Technik. - Noch immer bangen Entwickler und Hersteller vom mikroelektronischen Bauteilen angesichts physikalischer Schallmauern um das so genannte Moorsche Gesetz, wonach die Anzahl der Transistorfunktionen auf einem Prozessor alle zwei Jahre verdoppelt werden könne. Allerdings entdecken Wissenschaftler immer wieder Details und Tricks, die neue Hoffnung auf anhaltende Miniaturisierung von Prozessoren und damit zu neuen Geschwindigkeitsrekorden von Computern geben.

    Forscher des US-amerikanischen Elektronik Pioniers Hewlett-Packard und der Universität von Kalifornien stellten jetzt ein Verfahren vor, mit dem elektrische Verbindungen zwischen einzelnen Atomen hergestellt werden können. Die Hightech-Drähte selbst sind gerade ein bis zwei Atomdurchmesser dick und bis zu zehn Atome lang. Damit unterbieten die elektrischen Verbindungen alle bisherigen Entwicklungen dazu nochmals um den Faktor Hundert. Einzelne Moleküle, die als Schalter funktionieren, sollen so untereinander gekoppelt werden und so als Basis für ein völlig neues Chipkonzept dienen.

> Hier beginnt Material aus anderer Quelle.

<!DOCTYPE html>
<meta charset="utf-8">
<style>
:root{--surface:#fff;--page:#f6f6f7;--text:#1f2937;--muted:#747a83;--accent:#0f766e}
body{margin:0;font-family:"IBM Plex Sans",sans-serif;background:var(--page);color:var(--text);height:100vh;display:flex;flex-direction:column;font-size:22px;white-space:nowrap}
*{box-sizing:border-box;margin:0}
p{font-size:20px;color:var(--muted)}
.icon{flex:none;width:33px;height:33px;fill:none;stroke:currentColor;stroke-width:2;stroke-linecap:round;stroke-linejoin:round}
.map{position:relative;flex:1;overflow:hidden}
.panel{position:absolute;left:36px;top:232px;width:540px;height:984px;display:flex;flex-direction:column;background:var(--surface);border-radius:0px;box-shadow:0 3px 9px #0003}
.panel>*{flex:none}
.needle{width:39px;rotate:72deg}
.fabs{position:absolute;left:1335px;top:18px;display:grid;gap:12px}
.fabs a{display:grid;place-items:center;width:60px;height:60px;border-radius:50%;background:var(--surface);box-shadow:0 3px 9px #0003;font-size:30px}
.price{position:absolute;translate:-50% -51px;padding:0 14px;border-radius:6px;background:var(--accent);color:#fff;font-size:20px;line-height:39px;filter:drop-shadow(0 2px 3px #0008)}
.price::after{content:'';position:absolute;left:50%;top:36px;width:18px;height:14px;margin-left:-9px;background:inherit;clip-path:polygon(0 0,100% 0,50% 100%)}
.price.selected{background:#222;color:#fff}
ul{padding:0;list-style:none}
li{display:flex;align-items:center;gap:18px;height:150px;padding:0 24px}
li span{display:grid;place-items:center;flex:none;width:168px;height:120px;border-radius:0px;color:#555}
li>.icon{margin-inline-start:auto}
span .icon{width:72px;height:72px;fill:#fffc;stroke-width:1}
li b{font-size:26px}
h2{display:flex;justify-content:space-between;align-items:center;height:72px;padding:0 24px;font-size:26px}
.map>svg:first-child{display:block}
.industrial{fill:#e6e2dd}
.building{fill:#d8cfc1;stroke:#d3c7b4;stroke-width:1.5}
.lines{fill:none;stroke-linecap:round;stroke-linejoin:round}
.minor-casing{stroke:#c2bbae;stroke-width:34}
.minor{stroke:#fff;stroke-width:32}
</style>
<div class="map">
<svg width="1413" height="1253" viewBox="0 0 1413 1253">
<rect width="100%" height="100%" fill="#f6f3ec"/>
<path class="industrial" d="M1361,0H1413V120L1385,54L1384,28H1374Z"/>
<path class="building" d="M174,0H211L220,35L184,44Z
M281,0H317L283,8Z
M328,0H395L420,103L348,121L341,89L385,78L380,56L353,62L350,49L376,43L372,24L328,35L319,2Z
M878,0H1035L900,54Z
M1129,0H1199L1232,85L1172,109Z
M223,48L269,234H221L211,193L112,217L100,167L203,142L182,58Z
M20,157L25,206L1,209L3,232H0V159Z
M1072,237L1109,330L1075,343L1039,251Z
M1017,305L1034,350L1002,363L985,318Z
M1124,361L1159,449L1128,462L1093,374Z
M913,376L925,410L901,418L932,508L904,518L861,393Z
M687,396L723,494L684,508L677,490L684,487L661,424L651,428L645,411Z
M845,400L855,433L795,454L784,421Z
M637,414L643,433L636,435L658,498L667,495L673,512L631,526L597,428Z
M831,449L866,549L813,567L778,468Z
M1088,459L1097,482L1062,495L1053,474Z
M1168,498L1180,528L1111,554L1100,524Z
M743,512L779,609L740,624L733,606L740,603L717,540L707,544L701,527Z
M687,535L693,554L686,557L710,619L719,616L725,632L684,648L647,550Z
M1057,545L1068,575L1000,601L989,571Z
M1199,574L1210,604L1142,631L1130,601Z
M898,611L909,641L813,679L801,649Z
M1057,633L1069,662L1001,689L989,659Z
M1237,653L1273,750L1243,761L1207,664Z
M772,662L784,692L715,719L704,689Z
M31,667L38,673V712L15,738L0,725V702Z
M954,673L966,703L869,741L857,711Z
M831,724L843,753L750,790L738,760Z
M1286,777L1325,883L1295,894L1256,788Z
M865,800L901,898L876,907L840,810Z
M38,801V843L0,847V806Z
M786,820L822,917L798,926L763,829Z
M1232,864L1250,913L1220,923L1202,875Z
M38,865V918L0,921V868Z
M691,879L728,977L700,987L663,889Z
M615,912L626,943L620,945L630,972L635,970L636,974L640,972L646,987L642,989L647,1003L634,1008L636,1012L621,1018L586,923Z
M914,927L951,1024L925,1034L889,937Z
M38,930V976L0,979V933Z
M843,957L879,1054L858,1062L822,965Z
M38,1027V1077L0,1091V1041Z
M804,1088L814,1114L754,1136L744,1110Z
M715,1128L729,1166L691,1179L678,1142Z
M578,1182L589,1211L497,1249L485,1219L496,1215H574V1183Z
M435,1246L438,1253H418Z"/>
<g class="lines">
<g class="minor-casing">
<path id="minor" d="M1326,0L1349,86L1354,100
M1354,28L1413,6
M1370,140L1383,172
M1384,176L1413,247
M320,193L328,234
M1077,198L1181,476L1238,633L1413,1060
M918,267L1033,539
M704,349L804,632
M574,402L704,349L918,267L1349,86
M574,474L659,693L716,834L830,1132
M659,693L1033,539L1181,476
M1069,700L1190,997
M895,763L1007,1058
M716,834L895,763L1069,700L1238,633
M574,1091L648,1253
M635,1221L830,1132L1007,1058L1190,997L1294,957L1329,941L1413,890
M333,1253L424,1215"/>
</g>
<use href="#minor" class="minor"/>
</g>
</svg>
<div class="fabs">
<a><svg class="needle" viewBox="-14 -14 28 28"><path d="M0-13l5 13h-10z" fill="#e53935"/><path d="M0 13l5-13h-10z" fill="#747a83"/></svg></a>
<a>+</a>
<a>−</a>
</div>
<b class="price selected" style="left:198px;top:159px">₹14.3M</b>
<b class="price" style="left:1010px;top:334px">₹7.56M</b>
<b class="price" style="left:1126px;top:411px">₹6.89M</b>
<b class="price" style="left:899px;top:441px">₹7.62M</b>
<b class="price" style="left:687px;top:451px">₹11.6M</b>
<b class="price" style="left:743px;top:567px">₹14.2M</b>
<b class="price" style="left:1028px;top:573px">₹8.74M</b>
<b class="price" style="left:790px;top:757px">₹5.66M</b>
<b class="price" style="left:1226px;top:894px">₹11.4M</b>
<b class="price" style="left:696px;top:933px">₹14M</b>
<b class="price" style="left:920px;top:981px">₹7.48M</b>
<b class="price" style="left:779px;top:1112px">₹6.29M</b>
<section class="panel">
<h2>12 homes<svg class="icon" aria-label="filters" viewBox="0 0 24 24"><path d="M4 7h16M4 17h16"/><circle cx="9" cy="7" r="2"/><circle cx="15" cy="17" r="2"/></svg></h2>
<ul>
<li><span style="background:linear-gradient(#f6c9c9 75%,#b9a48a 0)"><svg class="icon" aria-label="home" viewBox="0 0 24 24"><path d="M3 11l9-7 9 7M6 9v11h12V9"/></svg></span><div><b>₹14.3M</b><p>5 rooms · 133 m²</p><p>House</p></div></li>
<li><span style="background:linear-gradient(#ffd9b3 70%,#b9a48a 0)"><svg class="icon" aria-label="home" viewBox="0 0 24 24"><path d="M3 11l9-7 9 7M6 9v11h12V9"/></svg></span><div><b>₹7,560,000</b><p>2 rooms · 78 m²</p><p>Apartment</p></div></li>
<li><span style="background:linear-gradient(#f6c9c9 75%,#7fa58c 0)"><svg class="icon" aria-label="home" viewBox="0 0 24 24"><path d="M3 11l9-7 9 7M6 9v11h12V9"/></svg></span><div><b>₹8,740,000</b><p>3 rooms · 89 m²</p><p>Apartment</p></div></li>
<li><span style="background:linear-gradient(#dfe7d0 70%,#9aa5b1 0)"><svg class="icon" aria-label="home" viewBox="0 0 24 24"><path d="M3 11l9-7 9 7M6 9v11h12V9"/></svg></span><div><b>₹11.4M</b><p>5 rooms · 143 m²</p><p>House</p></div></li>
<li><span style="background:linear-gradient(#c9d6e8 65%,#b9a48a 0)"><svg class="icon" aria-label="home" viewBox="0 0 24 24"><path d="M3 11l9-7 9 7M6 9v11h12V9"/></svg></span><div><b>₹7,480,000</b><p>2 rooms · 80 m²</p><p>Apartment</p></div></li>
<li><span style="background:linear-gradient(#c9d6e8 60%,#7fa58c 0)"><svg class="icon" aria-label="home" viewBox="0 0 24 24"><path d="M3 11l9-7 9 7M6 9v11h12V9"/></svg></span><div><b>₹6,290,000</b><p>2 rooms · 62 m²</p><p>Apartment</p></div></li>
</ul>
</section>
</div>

    Herkömmliche Computerprozessoren auf Siliziumbasis werden heute mit 0,13 Mikrometer großen Strukturen hergestellt und erreichen so mehrere Millionen von logisch verknüpften Schaltern auf wenigen Quadratmillimetern. Dennoch sieht Malcolm Penn, Chef des britischen Beratungshauses Future Horizon, das Ende der Siliziumtechnologie noch nicht als gekommen: "Vor 15 bis 20 Jahren ging man von einem Mikrometer als Auflösungsgrenze von Bauelementen aus, heute liegt sie bei rund einem Zehntel dessen." So plant der Chiphersteller Intel, 2003 die magische Grenze von 0,1 Mikron zu unterschreiten und noch in diesem Jahrzehnt sollen die Strukturgrenzen nochmals halbiert werden. Doch spätestens bei Schichtdicken von einem Atom ist auch die theoretische Grenze der herkömmlichen Chiptechnologie erreicht und der Wechsel auf völlig andere Herstellungsverfahren wird unumgänglich, will man weiter verkleinern.

    Ein Ansatz dazu bleibt der herkömmlichen Elektronik weiter treu: "Ausgehend von herkömmlichen Auflösungen sollen dann dreidimensionale Strukturen gefertigt werden", berichtet Penn. Prozessoren würden dann quasi in Sandwich-Bauweise über mehrere Transistoren-Ebenen verfügen und damit den Raum hundertfach besser ausnützen als heute. Andere Lösungen der Miniaturisierung setzen dagegen auf optische Bauelemente, deren Signale statt aus Elektronen dann aus Lichtquanten bestehen. Auch konnten bereits Transistoren aus Kohlenstoff-Nanoröhren in molekularer Auflösung hergestellt werden. Bis aber handelsübliche Rechner aus dem Supermarkt an der Ecke mit solchen Technologien bestückt sein werden, dürften trotzdem noch etliche Jahre vergehen.